California aside, is the U.S. ready for a third-party candidate? If history is any guide, the answer is no. The only credible example in recent memory was the 1992 candidacy of Texas businessman Ross Perot. Yet after spending $65 million of his own money, he failed to win a single electoral vote. Of course, Mr. Perot was a quirky man, who quickly became his own nemesis. Moreover, U.S. election laws make it difficult, if not impossible, for independent candidates to launch national campaigns.

Mr. Bloomberg may overcome those obstacles, however. His tenure as mayor of New York City is widely viewed as a success, and much of that has been attributed to his policies and to his ability to reach out to both ends of the political spectrum. His positions on major issues are more closely attuned to the center of U.S. opinion rather than the fringes of either party — especially that of the GOP. His substantial fortune will permit him to test the waters without committing to a campaign, and will even allow him to join the race next year if he chooses to wait that long. Having spent $155 million of his own money for the two mayoral campaigns, the threat of an independent candidacy must be taken seriously.

Critics counter that Mr. Bloomberg may be a good mayor, but he is a poor politician and being a good politician is what is required to run successfully for president. He gets impatient quickly with campaigning and is not especially good on the stump. Geographic considerations are also important: Two front-runners in the other parties are from New York — his predecessor, former Mayor Rudolf Giuliani and Sen.
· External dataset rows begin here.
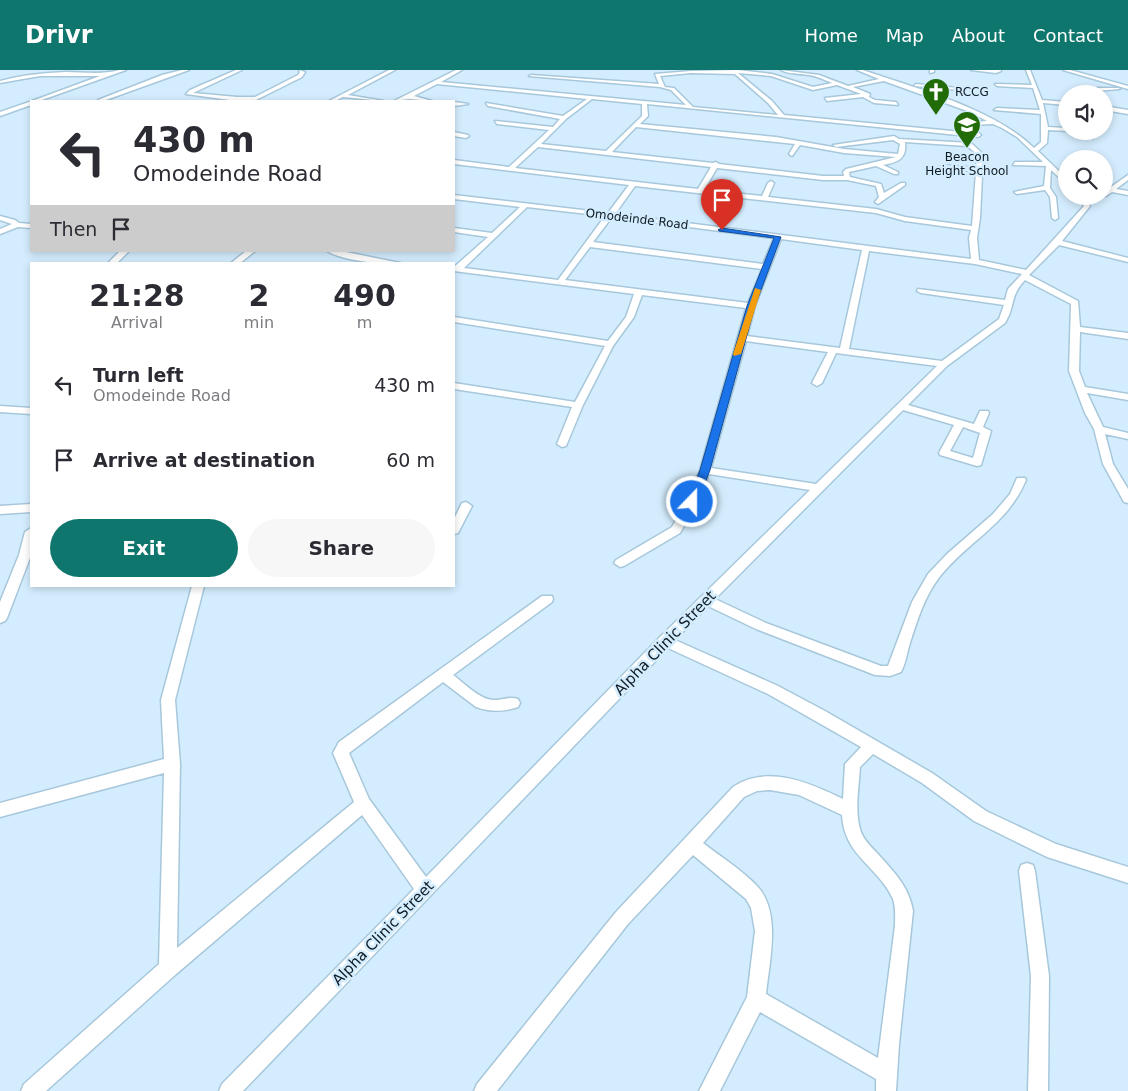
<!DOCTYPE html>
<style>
body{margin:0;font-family:"DejaVu Sans",sans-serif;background:#f7f7f7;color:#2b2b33;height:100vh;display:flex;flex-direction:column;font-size:19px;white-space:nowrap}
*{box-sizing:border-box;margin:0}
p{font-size:16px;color:#7c7c81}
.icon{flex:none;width:28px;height:28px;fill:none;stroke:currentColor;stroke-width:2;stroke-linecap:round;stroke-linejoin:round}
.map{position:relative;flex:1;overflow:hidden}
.sheet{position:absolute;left:30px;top:192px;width:425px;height:325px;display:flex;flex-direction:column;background:#fff;border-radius:0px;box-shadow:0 2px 8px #0003}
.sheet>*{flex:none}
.guide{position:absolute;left:30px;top:30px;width:425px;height:152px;border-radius:0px;box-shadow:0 2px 8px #0003;background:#fff;color:#2b2b33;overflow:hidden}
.controls{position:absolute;left:1058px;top:15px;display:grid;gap:10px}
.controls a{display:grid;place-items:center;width:55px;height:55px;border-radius:50%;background:#fff;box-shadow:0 2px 8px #0003;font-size:25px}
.pin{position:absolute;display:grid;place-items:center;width:42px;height:42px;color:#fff;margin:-51px -21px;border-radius:50% 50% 50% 0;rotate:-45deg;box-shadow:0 0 5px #0007}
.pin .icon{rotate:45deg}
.me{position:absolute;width:55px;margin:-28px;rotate:22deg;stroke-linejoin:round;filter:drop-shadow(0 0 4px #0008)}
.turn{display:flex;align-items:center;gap:18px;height:105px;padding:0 20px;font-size:22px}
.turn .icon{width:65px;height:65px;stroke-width:2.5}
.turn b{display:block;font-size:35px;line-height:42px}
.then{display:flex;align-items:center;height:48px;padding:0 20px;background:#0003;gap:10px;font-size:19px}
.eta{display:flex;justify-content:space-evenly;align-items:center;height:85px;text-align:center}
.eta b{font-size:30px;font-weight:700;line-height:35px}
.primary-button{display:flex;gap:10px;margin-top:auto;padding:10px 20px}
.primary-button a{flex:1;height:58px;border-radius:30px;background:#0f766e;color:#fff;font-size:20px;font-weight:700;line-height:58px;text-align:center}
.primary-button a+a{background:#f7f7f7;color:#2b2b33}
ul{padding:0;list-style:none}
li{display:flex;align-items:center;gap:15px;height:75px;padding:0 20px}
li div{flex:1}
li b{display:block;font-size:19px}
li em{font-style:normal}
header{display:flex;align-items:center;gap:30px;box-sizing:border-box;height:70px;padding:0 25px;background:#0f766e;color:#fff}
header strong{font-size:24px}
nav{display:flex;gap:28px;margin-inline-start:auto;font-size:18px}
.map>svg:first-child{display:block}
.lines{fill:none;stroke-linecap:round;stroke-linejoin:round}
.street-casing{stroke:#a7c7db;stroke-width:3}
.street{fill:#fff;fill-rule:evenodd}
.route{fill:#1a73e8;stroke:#114b97}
.slow{fill:#f59e0b}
.labels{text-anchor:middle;stroke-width:5;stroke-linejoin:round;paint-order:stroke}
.far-poi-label{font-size:12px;fill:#0e1a22;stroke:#d4edfe;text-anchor:start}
.far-street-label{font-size:12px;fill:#0e1a22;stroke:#d4edfe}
.street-label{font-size:15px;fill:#0e1a22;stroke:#d4edfe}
</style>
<header>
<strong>Drivr</strong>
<nav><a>Home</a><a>Map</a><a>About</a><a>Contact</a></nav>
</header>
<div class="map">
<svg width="1128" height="1021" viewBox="0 0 1128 1021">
<rect width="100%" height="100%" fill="#d4edfe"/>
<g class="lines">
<defs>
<path id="street" d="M 119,0 L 126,0 L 39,31 L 32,31 L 100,6 L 40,6 L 0,13 L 0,11 C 22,5 43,3 65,2 C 84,2 102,5 119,0 Z
M 182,0 L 189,0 L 103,31 L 98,30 L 162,5 Z
M 236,0 L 242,0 L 193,23 L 237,27 L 255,27 L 298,5 L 300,2 L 299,0 L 305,2 L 302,7 L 256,30 L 237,31 L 186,24 L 190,20 Z
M 389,0 L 395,0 L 348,25 L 384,31 L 343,27 L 335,31 L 329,31 Z
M 456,0 L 462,0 L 441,12 L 686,35 L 671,20 L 660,17 L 529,6 L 531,5 L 659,14 L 655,4 L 691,1 L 738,0 L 772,4 L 813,17 L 832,13 C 825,10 817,6 809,5 C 798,3 790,5 781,0 L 819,5 L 848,16 L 879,9 L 857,0 L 863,0 C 917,19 993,38 1034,78 L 1041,72 L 1041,44 L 994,40 L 997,38 L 1040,40 L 1033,18 L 997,16 L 995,14 L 1032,15 L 1026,0 L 1030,0 L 1042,30 L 1066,32 L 1066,35 L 1043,33 L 1048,57 L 1066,58 L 1068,61 L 1048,60 L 1047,73 L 1038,81 L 1066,108 L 1066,113 L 1064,112 L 1051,100 L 1050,118 L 1056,127 L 1058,148 L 1055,150 L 1052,148 L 1050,127 L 1045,120 L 1017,124 L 1014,122 L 1044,116 L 1046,96 L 1013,95 L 1015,92 L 1043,92 L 1017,67 L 1002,58 L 993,54 L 971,55 L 981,65 L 978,67 L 647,34 L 648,46 L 640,54 L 776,67 L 844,79 L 898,84 L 900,74 L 893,70 L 836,77 L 833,75 L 894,66 L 899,69 L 971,73 L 983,84 L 980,148 L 977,168 L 979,190 L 1026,200 L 1084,136 L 1077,126 L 1084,126 L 1090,136 L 1062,171 L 1128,188 L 1128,192 L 1059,175 L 1029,205 L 1078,231 L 1080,257 L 1128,263 L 1128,269 L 1080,262 L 1079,301 L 1085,317 L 1128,324 L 1128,330 L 1087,323 L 1103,357 L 1128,363 L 1128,369 L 1105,364 L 1113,394 L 1128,419 L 1128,433 L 1124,432 L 1103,394 L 1094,359 L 1085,343 L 1069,301 L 1071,234 L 1025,210 C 1009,227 1016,235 1005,253 L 947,296 L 908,335 L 974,354 L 980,341 L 988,341 L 989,343 L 983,357 L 991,361 L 981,395 L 977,396 L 940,385 L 939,383 L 954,355 L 903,340 L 715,529 L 766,553 L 881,596 L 888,596 L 912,532 L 928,504 L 947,484 L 993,444 L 1010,424 L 1017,408 L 1025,408 L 1026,410 C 1007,456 966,472 938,509 C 924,528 917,551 910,573 C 907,582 906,593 901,602 L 890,606 L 875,605 L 756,559 L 708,536 L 675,570 L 778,616 L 825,641 L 932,703 L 986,741 L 1056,774 L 1128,797 L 1128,813 L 1047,787 L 974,751 L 922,713 L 873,684 L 860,697 C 859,716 854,743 861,762 C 864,770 871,777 877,783 C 893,801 909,816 913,841 L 899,974 L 896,1021 L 876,1021 L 876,1009 L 760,942 L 720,1021 L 699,1021 L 747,927 L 755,861 L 751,838 L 746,829 L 693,785 L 628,854 L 497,1021 L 474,1021 L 477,1014 L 616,842 L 733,717 C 767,694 810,713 843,729 L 845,694 L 861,677 L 768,624 L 668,578 L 243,1021 L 219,1021 L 222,1014 L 414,819 L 362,745 L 175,905 L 46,1021 L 21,1021 L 24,1014 L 159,894 L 164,703 L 0,747 L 0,733 L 164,689 L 161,630 L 192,516 L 204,516 L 175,630 L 180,694 L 177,878 L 354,732 L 333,683 L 339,672 L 542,526 L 552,526 L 553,529 L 552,532 L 453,605 C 464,613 480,630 494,630 C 503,630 510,626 518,629 L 520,633 L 518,637 C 503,642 490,642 476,637 L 443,612 L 349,683 L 369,729 L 426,807 L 660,567 L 810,420 L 709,404 L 698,432 L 680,463 L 624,496 L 620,497 L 614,493 L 616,490 L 672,457 L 686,432 L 700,400 L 746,238 L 642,225 L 634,247 L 613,276 L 583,335 L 566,376 L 562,377 L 557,374 L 572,337 L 454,319 L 454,313 L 575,332 L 605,276 L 454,252 L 454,247 L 608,271 L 626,247 L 634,224 L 454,201 L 454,197 L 488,167 L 454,162 L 454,158 L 492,163 L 520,137 L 454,129 L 454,125 L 608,143 L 629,115 L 454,94 L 454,90 L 509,97 L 549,60 L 497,54 L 495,51 L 553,57 L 560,49 L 488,36 L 486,33 L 563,46 L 587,29 L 437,14 L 414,26 L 432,31 L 409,29 L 394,31 ZM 691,3 L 735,4 L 768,33 L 778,45 L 693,37 L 674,18 L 665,17 L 660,6 ZM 738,3 L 771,6 L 813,20 L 837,15 L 861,24 L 825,28 L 827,31 L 863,27 L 874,33 L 898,35 L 896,32 L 875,30 L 869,27 L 870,24 L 853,17 L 884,11 L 970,42 L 987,51 L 965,53 L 973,63 L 784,45 L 772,31 ZM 592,29 L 642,34 L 642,46 L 606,81 L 541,74 L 566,49 ZM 636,57 L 795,74 L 789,84 L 792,86 L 800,75 L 844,83 L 896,87 L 846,99 L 843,102 L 844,106 L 823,106 L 719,94 L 716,92 L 713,93 L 612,82 ZM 905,72 L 967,76 L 977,84 L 976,98 L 943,95 L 940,97 L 976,102 L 972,156 L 905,147 L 876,139 L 768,127 L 774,113 L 771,111 L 768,113 L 762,126 L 704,120 L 717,98 L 823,110 L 847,110 L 876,116 L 879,127 L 875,132 L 878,134 L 905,115 L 905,113 L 901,113 L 884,123 L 881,114 L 850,107 L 849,102 L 876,96 L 894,104 L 898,104 L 898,102 L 883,95 C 898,92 907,89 905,72 ZM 538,77 L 711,97 L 698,119 L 515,98 ZM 635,116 L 876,143 L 905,151 L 971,160 L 969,168 L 971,189 L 615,144 ZM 527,137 L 605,146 L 558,210 L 464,198 ZM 612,147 L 774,168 L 763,194 L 593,172 ZM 781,169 L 862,180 L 840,278 L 747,266 L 755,236 ZM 590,177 L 762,199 L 748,233 L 565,210 ZM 869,181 L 975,194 L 1022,204 L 1008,219 L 1005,230 L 918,219 L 917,221 L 921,223 L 1004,235 L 999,249 L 942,291 L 849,279 ZM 746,271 L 828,282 L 812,313 L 817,316 L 822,313 L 836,283 L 937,296 L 816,414 L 711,398 ZM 963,357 L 980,363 L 973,388 L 950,381 ZM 770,720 L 799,725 L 842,745 C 844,786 878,796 893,829 C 896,838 895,847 895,856 L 878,988 L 766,924 C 769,893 782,842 757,816 C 742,800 721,787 703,773 L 744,727 L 757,721 Z
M 930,0 L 934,0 L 934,2 L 930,3 Z
M 971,0 L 1001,0 L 1001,1 L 996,3 Z
M 1063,0 L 1070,0 L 1128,16 L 1128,19 Z
M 916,14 L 959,18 L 961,19 L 959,20 L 914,16 Z
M 1097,18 L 1118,18 L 1120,19 L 1095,21 Z
M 29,32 L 31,32 L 31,35 L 0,46 L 0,42 Z
M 454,32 L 468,34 L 454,36 Z
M 1104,36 L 1128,40 L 1128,44 L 1104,40 Z
M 1070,61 L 1081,61 L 1096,66 L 1093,68 Z
M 454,62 L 468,65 L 469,66 L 466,68 L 454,66 Z
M 1128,105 L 1128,110 L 1116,119 L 1128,121 L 1128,125 L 1112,122 L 1106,126 L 1102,126 L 1104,126 L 1104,122 Z
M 0,146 L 15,150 L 19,153 L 31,154 L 31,158 L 18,157 L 0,164 L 0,159 L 12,154 L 0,150 Z
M 120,181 L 129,181 L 116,194 L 107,194 Z
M 246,181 L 255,181 L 239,194 L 230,194 Z
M 327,181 L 341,181 L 405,194 C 383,194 346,192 327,181 Z
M 0,336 L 31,338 L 31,344 L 0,342 Z
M 466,432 L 472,436 L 458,463 L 454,464 L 454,449 L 462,433 Z
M 31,434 L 31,442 L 0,444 L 0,436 Z
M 31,458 L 31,485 L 7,548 L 5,551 L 0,553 L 0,532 L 19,485 L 25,462 Z
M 1027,793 L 1033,795 L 1035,801 L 1049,906 L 1048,1021 L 1028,1021 L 1031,906 L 1019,801 L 1021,795 Z"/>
</defs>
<use href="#street" class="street-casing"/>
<use href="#street" class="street"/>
</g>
<path class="route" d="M 722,158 L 781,167 L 755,236 L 710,400 L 698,432 L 692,435 L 687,432 L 700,400 L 747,236 L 774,168 L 719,161 L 718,160 Z"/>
<path class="slow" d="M 755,218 L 761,220 L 741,284 L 734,286 L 733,284 Z"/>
<defs>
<symbol id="church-pin" viewBox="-11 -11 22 30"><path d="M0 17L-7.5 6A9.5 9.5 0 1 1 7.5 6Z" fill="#216b09" stroke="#d4edfe"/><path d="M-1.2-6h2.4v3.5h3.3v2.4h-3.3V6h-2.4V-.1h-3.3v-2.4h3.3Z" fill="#fff"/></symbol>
<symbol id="school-pin" viewBox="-11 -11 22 30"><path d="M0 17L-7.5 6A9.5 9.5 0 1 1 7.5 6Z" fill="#216b09" stroke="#d4edfe"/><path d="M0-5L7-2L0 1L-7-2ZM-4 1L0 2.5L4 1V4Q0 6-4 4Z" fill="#fff"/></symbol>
</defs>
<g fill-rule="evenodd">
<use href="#church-pin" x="920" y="6" width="32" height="43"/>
<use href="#school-pin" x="951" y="39" width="32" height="43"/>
</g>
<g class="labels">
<g class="far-poi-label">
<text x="955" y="26">RCCG</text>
<text x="967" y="91" text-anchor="middle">Beacon<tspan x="967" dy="14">Height School</tspan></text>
</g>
<g class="far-street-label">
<text transform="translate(637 149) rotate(7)" y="4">Omodeinde Road</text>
</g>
<g class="street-label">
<text transform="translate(665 573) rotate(-46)" y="5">Alpha Clinic Street</text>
<text transform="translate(383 863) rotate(-46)" y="5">Alpha Clinic Street</text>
</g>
</g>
</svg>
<div class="controls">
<a><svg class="icon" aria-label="sound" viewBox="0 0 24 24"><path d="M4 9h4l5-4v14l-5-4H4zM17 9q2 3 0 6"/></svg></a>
<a><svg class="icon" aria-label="search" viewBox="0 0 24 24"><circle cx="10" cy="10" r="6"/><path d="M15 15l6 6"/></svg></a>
</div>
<div class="pin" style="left:722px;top:160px;background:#d93025"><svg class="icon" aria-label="arrive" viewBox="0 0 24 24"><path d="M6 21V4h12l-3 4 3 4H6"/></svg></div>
<svg class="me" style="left:692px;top:432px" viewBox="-20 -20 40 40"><circle r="17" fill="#1a73e8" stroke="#fff" stroke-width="3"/><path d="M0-11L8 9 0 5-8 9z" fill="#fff"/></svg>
<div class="guide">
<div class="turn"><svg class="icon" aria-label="left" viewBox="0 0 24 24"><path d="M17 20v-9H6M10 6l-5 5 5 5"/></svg><div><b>430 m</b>Omodeinde Road</div></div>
<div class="then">Then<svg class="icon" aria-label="arrive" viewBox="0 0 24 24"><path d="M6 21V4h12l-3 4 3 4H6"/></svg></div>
</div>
<section class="sheet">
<div class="eta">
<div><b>21:28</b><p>Arrival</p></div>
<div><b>2</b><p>min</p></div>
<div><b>490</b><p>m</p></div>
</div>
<ul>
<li><svg class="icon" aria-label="left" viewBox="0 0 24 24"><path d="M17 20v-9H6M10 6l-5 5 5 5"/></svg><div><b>Turn left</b><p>Omodeinde Road</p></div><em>430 m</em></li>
<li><svg class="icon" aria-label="arrive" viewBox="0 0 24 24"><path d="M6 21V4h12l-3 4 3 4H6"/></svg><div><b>Arrive at destination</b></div><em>60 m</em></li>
</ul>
<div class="primary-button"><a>Exit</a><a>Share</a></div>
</section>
</div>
Hillary Clinton; a third choice from the state might tip the scales in those primary races.

Even if he does not have much chance of winning, Mr. Bloomberg could be a spoiler. While Mr. Perot did not win any electoral votes, he did claim 19 percent of the popular vote and Republicans blame him for depriving then President George Bush of a second term; Mr. Ralph Nader’s candidacy in 2000 is credited with helping then-Texas Gov. George W. Bush defeat Democratic nominee Al Gore in 2000. It is unclear which party a Bloomberg bid would hurt more — nor is there anything in his history to suggest that Mr. Bloomberg would take on the challenge to merely influence a vote, rather than win it outright.

But that does not mean that Mr. Bloomberg would not do his country a favor by flirting with a campaign. The current crop of candidates appears to be reaching out to their parties’ respective bases. That may be a wise strategy — it is generally believed that a successful nominee must first win hard-core supporters and then tack back to the center to pick up independent voters — but it looks cynical. It leaves a void at the center of U.S. politics, and that is where the majority of voters resides. Friends and allies of the U.S. would like to see a return to centrism and a rejection of the partisanship that dominates its politics and sometimes paralyzes decision-making. Mr. Bloomberg’s bid for the presidency could recharge the center; watch this space as the election nears.